It turns out it isn’t just Russian bots who are waging troll campaigns on social media. Polish Deputy Justice Minister Łukasz Piebiak resigned last month after it was revealed he used an internet troll to wage a smear campaign against judges opposed to the Polish government’s judicial reforms.

Piebiak, through the troll named Emilia, allegedly sent over 2,000 letters and emails, including fabricated and “gossipy” details about Judge Krystian Markiewicz, who opposed the government’s efforts to restructure the Polish judicial system. Piebiak claims he is a victim of hate speech and that the allegations are “tools in a political fight.”

Whether the allegations are true or not, the latest scandal to rock Polish politics exemplifies the breadth and increasingly sophisticated nature of modern-day smear campaigns. Now, not even elected officials can be trusted to resist the temptation to use bots to take down political opponents. The scandal abroad is certainly something to keep an eye on as we move closer to the 2020 election here in the U.S. and elsewhere around the world.

A SURPRISE DELIVEROO FOR GIG WORKERS

Last month, online food delivery company Deliveroo shocked many customers and employees when it announced it would no longer operate in Germany. As of late, Deliveroo has faced the wrath of many unions in Europe over the company’s claim that the company’s workers are “self-employed” rather than full-time employees. The unions argue this policy means Deliveroo’s workers get few protections that are granted to employees in other sectors of the economy.
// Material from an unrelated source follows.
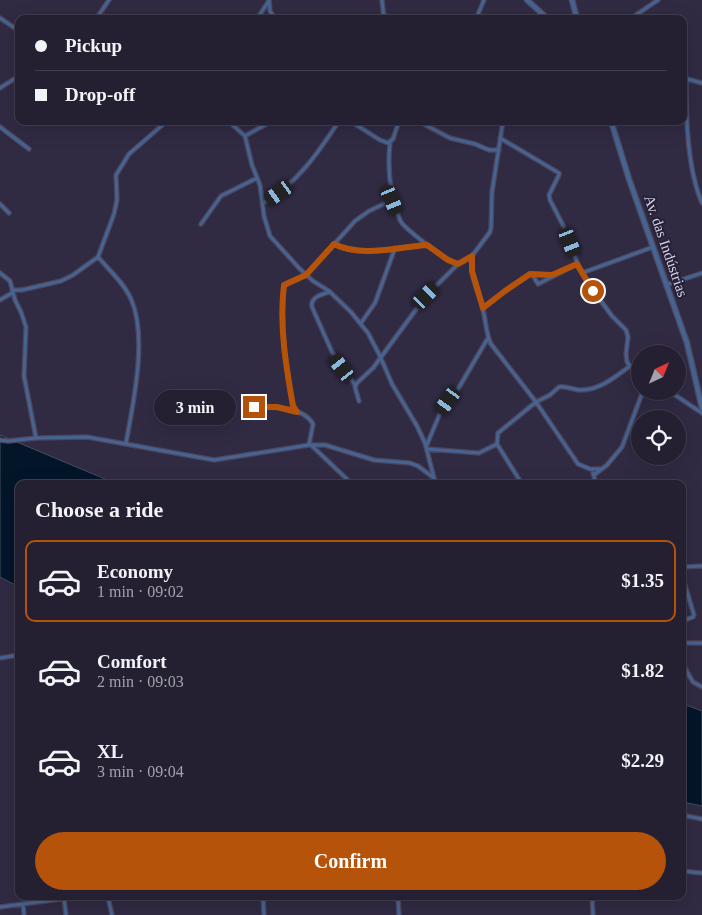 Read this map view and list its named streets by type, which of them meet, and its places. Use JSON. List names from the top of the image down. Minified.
{"streets":{"street":["Av. das Indústrias"]},"north":"top right","page":{"banner":["Pickup","Drop-off"],"bubble":"3 min","heading":"Choose a ride","list":[{"name":"Economy","note":"1 min · 09:02","value":"$1.35"},{"name":"Comfort","note":"2 min · 09:03","value":"$1.82"},{"name":"XL","note":"3 min · 09:04","value":"$2.29"}],"buttons":"Confirm"}} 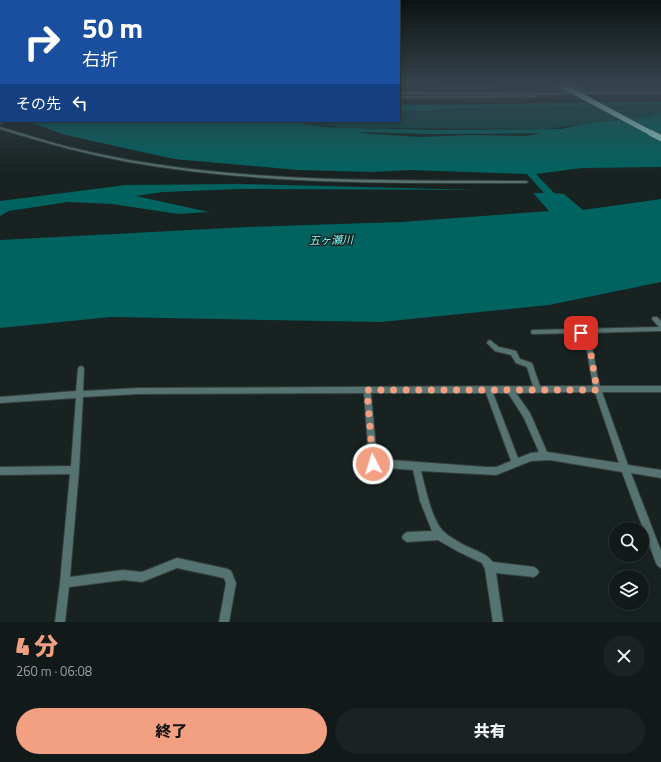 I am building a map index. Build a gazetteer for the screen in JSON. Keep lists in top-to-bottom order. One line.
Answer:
{"water":["五ヶ瀬川"],"page":{"turn":["50 m","右折"],"then":"その先","heading":["4 分","260 m · 06:08"],"buttons":["終了","共有"]}} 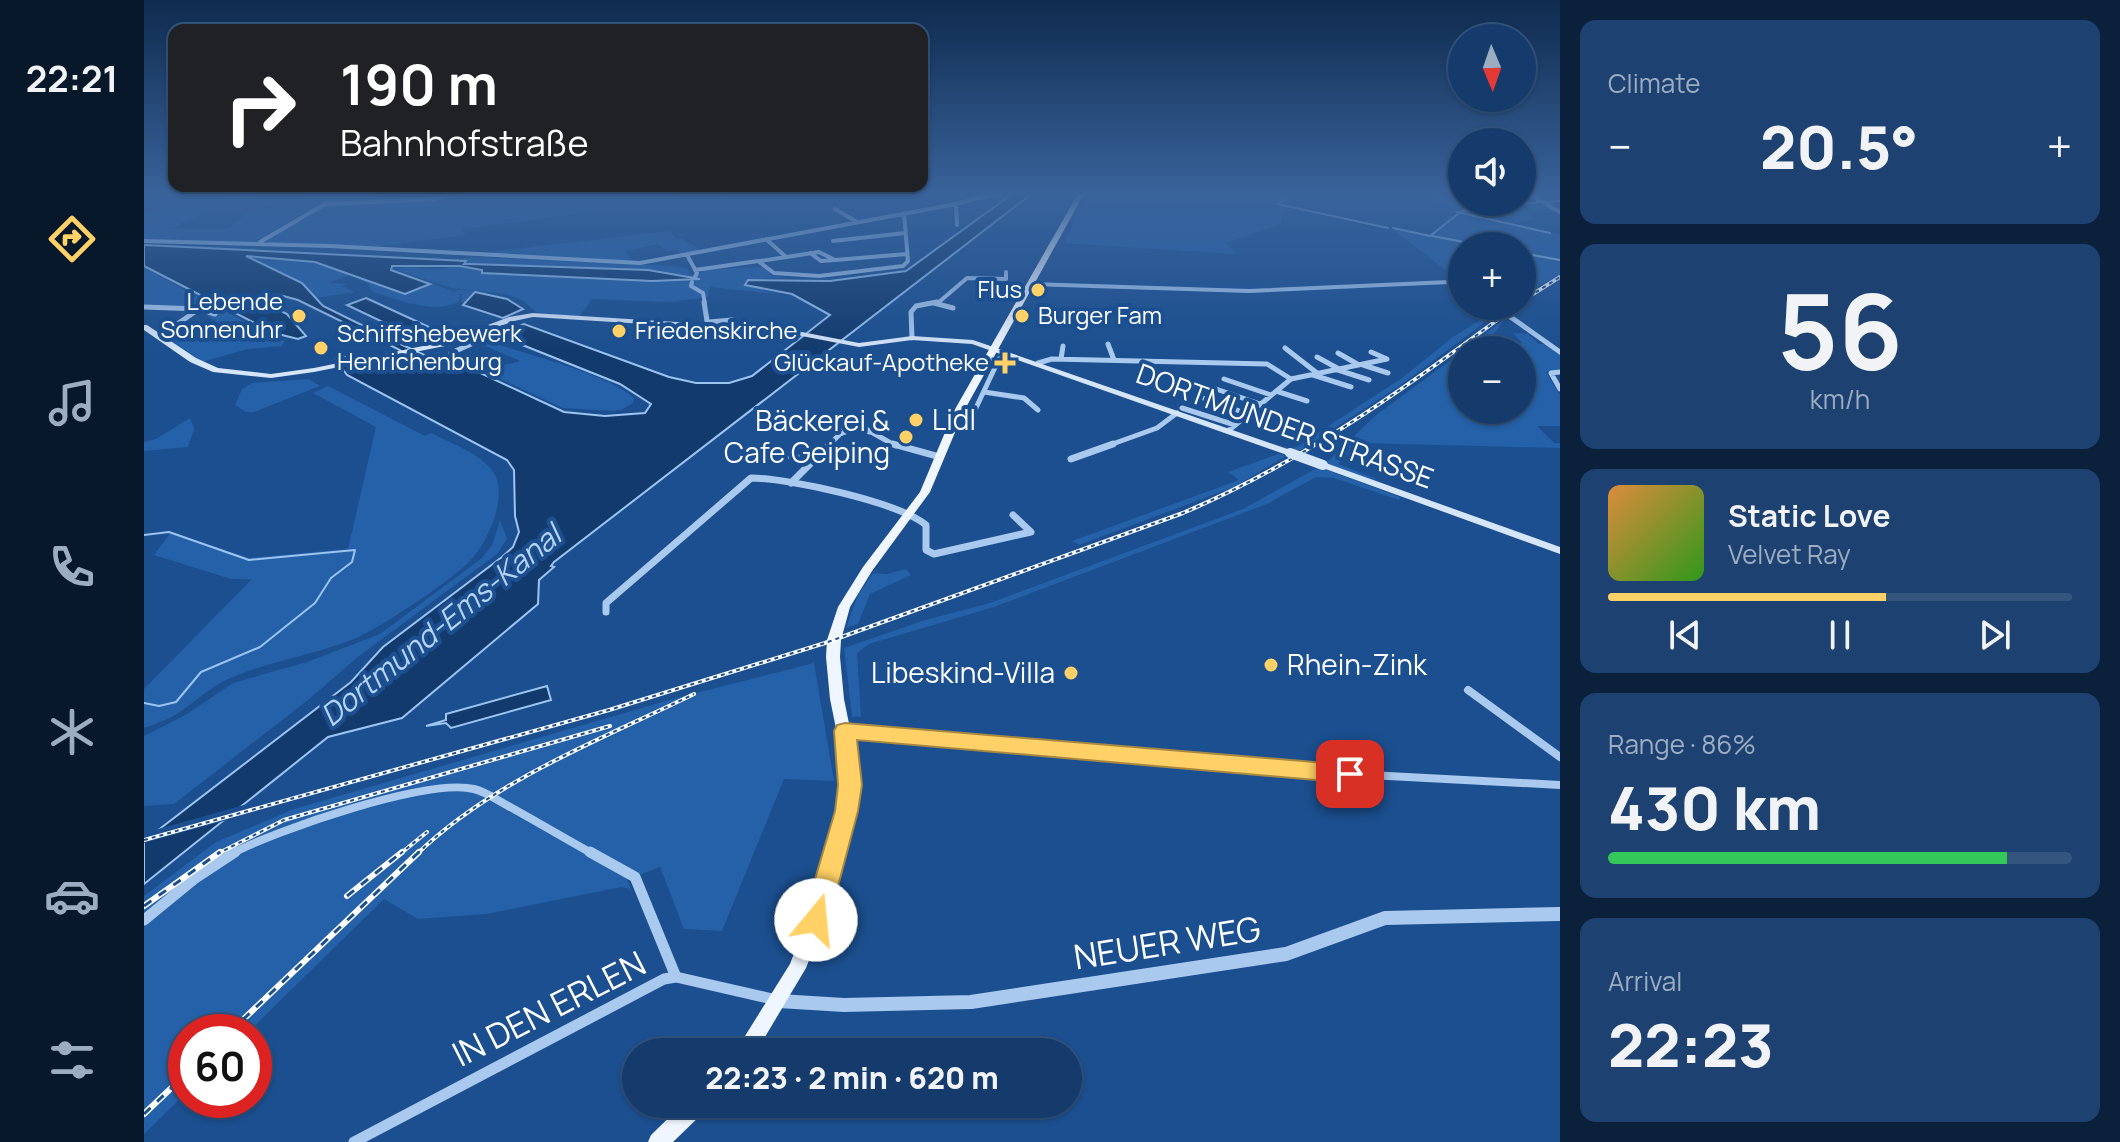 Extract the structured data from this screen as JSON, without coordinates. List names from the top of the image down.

Deliveroo’s exit highlights the increasingly contentious relationship between European governments, workers, and the gig economy.

In fact, last April, the European Union (EU) passed a law that guarantees minimum rights for workers in “casual or short-term” employment, specifically calling out Uber and Deliveroo. Still, it isn’t just gig economy companies in Europe that need to be worried. Such regulations make it difficult for startups to be nimble and pivot as they seek growth opportunities. Policymakers in the U.S. are increasingly targeting sharing economy companies, such as Uber, Lyft, and Airbnb, arguing that they take advantage of workers. Of course, these policymakers fail to realize that the result may be fewer jobs and less economic opportunity for hard-working Americans – including those who want the flexibility a “gig” offers.

EMPLOYEES GET ICE-Y 

In this age of extreme polarization and outrage, it should come as a shock to no one that employees at some of the largest companies in the U.S. are protesting against doing any work for agencies that enforce Trump Administration immigration policies. For instance, employees at Google circulated a petition last month demanding that the tech company publicly commit not to support government agencies, including Customs and Border Protection (CBP), Immigration and Customs Enforcement (ICE), and the Office of Refugee Resettlement (ORR), which they claim engage in “human rights abuses.” Whole Foods employees demanded that their parent company Amazon cut ties with software company Palantir, since it provides software to ICE.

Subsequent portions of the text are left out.